Grandma’s Kitchen: ‘The Plated Table’ Origin Story
BY GRIT CITY WEDDINGS
One day, a client of mine wanted to throw a wedding with 150 people and wanted mis-matched china: dinner, salad, and bread and butter plates with silver plated silverware. I looked and could only find one other company within a 30-mile radius and they were booked!
So, like the serial entrepreneur I am - and much to my husband's chagrin! - suddenly, we owned a rental company. The Plated Table. A sister business. Separate from Grit City Weddings + Events but still family. (Everyone has a little family drama, right?)

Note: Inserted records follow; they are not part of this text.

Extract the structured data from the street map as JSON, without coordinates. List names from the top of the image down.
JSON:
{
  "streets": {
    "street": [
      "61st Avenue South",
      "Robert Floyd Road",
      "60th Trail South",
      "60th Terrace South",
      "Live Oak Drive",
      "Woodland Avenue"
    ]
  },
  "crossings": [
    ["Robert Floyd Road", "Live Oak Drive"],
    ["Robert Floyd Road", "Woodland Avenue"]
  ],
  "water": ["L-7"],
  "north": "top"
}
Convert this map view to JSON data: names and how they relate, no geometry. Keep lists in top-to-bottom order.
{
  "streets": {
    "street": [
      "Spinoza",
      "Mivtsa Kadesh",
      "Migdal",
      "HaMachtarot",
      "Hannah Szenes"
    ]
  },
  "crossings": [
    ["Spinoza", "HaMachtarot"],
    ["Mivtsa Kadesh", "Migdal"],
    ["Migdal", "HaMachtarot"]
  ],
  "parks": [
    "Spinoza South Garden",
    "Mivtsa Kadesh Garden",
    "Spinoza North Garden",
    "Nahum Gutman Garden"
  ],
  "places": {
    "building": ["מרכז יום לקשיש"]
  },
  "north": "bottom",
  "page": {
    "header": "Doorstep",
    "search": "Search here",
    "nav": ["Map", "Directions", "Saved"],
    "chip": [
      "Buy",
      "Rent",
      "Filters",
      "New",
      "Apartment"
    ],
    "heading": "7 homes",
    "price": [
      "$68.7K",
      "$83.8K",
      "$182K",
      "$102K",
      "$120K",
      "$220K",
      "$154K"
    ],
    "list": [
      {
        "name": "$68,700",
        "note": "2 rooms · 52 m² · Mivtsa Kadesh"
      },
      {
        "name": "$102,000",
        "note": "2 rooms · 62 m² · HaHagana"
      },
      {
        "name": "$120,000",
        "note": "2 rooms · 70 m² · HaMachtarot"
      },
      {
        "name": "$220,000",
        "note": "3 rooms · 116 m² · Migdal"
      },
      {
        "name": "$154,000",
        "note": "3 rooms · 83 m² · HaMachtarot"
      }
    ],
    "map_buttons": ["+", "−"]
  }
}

A few friends, family, and past clients contributed to our initial collection and I filled in the gaps with a solid month of antiquing. Turns out, I love it! I am not too surprised though. My love affair with all things food and parties goes back to my childhood days.
It’s always been about food
Food has always been the central figure in my life. Whether it was my great-grandma’s farmhouse kitchen in Indiana, my grandma’s epic garden in Ohio, or watching my mom write her two cookbooks at our kitchen table - cooking, hosting, and sharing meals with the people I love is basically in my DNA.
I think it was inevitable that I would also fall in love with setting a table. Mixing up the china, polishing the silverware, finding the right charger - man, do I love it. I love thinking about who is going to sit where and imagining the conversations that will happen, the new friendships that are forged. My mom used to have this rule at her dinner parties that you couldn't sit next to the person you came with. It always made the night more fun, a bit flirty, and you never went home without a good story.
PHOTO: If you are wondering why in this photo I'm so fashionable whilst eating from a paper plate, it was Cowboy night at our family reunion and the kids table was not to be trusted with great-grandma's china!
Grandma’s kitchen
From day one, I have been on the hunt for a good meal. From Skyline Chili in my hometown of Cincinnati to blackened shrimp and grits at Six Feet Under in the ATL to butternut squash enchiladas at Cactus in Tacoma, finding good food is a constant and invigorating hobby.
But it started in my grandma's kitchen. She grew up on a farm and maintained a large garden for the majority of her life. She knew how to feed a crowd with truly incredible food. She taught my mom and my mom passed down her love of food and hosting to her three kids. Throwing a party and serving good food is in my DNA.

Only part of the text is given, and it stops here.